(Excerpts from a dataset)
◇ ◇ ◇ ◇ ◇ ◇ ◇

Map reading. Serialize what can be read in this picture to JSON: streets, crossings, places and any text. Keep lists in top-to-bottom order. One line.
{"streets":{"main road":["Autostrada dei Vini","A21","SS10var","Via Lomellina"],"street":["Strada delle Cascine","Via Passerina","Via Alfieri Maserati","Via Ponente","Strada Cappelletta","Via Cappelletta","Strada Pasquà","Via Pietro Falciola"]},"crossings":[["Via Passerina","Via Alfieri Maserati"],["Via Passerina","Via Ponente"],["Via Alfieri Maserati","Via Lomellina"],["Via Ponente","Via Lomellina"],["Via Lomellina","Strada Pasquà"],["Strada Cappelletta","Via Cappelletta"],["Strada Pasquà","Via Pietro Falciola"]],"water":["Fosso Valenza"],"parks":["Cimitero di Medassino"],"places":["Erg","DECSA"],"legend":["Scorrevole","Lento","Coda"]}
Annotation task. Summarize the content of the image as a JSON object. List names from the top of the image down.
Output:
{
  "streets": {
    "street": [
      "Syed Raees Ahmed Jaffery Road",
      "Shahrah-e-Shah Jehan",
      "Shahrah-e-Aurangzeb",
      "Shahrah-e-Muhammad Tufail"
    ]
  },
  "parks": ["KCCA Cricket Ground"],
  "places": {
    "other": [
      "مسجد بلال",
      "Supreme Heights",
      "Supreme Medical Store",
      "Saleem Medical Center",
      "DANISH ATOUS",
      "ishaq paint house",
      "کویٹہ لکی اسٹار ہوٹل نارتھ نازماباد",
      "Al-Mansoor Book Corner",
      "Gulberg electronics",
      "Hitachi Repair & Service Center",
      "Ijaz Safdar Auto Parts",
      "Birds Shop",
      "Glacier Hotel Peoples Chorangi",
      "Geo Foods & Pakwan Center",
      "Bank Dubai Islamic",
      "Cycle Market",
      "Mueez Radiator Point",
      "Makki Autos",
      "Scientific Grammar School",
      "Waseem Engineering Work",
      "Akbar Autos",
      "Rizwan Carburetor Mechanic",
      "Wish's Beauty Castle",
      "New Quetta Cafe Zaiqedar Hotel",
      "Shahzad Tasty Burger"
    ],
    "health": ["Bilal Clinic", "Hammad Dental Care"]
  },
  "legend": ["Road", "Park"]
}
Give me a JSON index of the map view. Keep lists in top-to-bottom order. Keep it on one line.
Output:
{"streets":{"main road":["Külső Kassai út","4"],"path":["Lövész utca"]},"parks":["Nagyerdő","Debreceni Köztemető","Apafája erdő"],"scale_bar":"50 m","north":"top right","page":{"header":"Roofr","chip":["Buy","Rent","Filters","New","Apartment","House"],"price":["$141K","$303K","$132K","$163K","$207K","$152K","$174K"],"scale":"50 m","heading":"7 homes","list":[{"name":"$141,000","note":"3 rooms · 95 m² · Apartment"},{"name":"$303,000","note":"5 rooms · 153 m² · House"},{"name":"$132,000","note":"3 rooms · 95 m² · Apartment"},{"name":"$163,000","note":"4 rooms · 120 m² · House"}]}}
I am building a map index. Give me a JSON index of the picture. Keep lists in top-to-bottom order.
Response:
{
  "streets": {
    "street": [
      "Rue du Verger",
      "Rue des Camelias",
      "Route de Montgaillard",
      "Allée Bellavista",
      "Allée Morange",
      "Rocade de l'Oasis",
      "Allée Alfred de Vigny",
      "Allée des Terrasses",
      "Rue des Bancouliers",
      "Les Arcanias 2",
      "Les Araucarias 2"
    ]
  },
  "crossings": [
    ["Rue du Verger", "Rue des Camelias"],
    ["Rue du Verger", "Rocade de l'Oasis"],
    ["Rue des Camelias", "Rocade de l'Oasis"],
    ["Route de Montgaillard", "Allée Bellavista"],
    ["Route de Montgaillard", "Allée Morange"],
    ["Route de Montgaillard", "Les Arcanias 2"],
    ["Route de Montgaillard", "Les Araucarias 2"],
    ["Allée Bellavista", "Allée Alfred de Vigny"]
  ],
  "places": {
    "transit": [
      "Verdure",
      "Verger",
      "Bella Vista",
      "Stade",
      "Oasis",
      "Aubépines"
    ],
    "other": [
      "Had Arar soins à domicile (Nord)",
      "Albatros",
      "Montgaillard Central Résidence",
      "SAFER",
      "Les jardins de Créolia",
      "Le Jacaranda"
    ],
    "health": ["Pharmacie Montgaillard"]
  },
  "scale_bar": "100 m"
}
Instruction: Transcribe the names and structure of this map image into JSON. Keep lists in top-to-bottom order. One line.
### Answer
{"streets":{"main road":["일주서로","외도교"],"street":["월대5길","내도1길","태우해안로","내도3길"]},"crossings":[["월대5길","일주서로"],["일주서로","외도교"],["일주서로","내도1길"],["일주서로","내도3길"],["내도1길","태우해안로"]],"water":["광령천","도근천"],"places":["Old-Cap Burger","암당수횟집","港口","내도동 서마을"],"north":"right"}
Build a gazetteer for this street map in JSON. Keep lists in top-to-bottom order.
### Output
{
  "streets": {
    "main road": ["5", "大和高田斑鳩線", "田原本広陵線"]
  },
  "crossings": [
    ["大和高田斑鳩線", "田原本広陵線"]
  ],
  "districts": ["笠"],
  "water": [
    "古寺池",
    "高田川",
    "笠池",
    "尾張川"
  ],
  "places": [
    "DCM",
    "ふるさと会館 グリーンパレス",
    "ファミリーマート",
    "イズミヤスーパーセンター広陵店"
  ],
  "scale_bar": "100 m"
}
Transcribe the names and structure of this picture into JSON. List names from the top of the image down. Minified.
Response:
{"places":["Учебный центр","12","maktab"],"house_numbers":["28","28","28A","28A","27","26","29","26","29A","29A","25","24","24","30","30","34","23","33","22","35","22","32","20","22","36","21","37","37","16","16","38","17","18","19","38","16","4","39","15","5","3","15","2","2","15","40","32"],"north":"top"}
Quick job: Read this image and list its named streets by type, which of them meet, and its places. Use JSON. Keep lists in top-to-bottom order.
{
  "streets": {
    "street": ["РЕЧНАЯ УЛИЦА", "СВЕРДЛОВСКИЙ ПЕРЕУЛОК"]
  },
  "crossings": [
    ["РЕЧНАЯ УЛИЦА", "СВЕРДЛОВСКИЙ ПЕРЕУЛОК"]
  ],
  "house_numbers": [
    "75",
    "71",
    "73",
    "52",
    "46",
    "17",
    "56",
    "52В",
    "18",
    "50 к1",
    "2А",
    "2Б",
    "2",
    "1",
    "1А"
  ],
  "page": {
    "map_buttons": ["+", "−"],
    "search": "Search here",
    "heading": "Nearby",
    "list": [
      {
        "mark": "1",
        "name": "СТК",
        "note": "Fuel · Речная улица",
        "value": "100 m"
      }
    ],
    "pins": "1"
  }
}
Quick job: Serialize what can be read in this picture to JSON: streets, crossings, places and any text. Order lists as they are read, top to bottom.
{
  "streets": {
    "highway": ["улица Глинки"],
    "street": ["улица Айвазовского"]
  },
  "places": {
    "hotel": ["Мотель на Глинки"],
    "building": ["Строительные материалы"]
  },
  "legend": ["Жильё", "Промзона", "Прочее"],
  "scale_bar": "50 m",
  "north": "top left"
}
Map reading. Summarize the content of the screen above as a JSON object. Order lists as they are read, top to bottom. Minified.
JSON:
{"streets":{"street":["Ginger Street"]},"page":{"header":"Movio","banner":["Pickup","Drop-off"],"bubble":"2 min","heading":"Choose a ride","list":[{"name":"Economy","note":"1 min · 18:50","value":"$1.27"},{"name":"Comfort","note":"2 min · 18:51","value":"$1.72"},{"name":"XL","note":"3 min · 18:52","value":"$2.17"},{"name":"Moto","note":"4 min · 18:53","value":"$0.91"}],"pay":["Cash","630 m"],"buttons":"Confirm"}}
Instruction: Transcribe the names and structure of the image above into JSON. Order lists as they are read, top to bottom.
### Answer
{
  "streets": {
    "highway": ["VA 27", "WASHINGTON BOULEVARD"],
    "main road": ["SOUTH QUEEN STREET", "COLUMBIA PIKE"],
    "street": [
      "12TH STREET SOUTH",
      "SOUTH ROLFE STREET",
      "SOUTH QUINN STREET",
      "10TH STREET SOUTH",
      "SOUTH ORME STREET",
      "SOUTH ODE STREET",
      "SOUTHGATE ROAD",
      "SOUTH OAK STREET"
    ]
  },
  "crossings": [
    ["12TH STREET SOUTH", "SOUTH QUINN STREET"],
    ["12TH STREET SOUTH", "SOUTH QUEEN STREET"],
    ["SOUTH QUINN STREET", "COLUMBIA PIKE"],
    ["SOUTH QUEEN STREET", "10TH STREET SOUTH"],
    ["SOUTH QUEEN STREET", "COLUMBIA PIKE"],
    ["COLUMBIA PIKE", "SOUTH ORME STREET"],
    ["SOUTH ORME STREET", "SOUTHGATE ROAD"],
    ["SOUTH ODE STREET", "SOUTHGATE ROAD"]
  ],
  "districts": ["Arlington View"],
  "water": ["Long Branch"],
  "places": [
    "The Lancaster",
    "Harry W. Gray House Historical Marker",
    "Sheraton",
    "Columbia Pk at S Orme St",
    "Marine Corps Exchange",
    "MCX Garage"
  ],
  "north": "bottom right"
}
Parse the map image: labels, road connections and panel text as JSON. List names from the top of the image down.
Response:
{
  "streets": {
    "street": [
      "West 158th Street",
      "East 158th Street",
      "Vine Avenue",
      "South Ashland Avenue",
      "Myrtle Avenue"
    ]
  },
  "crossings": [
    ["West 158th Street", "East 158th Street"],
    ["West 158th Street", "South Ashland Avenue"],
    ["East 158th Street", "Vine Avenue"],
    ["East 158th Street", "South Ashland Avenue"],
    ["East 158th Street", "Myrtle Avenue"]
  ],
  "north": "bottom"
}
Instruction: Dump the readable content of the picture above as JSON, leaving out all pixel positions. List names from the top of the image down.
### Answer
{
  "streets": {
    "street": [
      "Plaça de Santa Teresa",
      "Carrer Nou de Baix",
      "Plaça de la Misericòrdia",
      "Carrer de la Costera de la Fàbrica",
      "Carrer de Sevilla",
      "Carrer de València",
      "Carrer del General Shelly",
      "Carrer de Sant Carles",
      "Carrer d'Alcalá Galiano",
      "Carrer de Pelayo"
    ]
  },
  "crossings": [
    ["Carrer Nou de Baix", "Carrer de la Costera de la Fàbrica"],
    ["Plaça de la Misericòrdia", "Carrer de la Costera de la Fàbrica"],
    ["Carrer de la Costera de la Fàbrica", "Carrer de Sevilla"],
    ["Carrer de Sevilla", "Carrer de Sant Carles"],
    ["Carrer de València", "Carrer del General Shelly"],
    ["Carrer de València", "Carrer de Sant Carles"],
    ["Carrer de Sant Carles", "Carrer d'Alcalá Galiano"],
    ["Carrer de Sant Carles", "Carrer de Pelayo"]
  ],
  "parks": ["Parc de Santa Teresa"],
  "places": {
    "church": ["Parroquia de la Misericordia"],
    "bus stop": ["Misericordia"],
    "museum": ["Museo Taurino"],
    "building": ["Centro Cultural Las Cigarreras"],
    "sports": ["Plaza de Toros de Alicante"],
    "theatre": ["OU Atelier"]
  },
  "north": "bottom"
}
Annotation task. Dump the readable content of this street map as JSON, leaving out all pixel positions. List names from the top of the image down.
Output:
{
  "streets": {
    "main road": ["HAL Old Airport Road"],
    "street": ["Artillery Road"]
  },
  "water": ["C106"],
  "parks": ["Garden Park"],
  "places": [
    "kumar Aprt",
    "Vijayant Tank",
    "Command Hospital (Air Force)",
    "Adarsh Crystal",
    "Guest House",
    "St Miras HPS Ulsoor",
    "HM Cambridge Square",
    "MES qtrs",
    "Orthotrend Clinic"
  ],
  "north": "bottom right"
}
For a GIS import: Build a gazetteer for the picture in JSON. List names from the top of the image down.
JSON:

◇ ◇ ◇ ◇ ◇ ◇ ◇

• ABOUT THIS EXERCISE: Only the lines above from the one with "Build a gazetteer for this" up to and including the one with "Map reading. Summarize" should be repeated, exactly as written.

• RESPONSE:
Build a gazetteer for this street map in JSON. Keep lists in top-to-bottom order.
### Output
{
  "streets": {
    "main road": ["5", "大和高田斑鳩線", "田原本広陵線"]
  },
  "crossings": [
    ["大和高田斑鳩線", "田原本広陵線"]
  ],
  "districts": ["笠"],
  "water": [
    "古寺池",
    "高田川",
    "笠池",
    "尾張川"
  ],
  "places": [
    "DCM",
    "ふるさと会館 グリーンパレス",
    "ファミリーマート",
    "イズミヤスーパーセンター広陵店"
  ],
  "scale_bar": "100 m"
}
Transcribe the names and structure of this picture into JSON. List names from the top of the image down. Minified.
Response:
{"places":["Учебный центр","12","maktab"],"house_numbers":["28","28","28A","28A","27","26","29","26","29A","29A","25","24","24","30","30","34","23","33","22","35","22","32","20","22","36","21","37","37","16","16","38","17","18","19","38","16","4","39","15","5","3","15","2","2","15","40","32"],"north":"top"}
Quick job: Read this image and list its named streets by type, which of them meet, and its places. Use JSON. Keep lists in top-to-bottom order.
{
  "streets": {
    "street": ["РЕЧНАЯ УЛИЦА", "СВЕРДЛОВСКИЙ ПЕРЕУЛОК"]
  },
  "crossings": [
    ["РЕЧНАЯ УЛИЦА", "СВЕРДЛОВСКИЙ ПЕРЕУЛОК"]
  ],
  "house_numbers": [
    "75",
    "71",
    "73",
    "52",
    "46",
    "17",
    "56",
    "52В",
    "18",
    "50 к1",
    "2А",
    "2Б",
    "2",
    "1",
    "1А"
  ],
  "page": {
    "map_buttons": ["+", "−"],
    "search": "Search here",
    "heading": "Nearby",
    "list": [
      {
        "mark": "1",
        "name": "СТК",
        "note": "Fuel · Речная улица",
        "value": "100 m"
      }
    ],
    "pins": "1"
  }
}
Quick job: Serialize what can be read in this picture to JSON: streets, crossings, places and any text. Order lists as they are read, top to bottom.
{
  "streets": {
    "highway": ["улица Глинки"],
    "street": ["улица Айвазовского"]
  },
  "places": {
    "hotel": ["Мотель на Глинки"],
    "building": ["Строительные материалы"]
  },
  "legend": ["Жильё", "Промзона", "Прочее"],
  "scale_bar": "50 m",
  "north": "top left"
}
Map reading. Summarize the content of the screen above as a JSON object. Order lists as they are read, top to bottom. Minified.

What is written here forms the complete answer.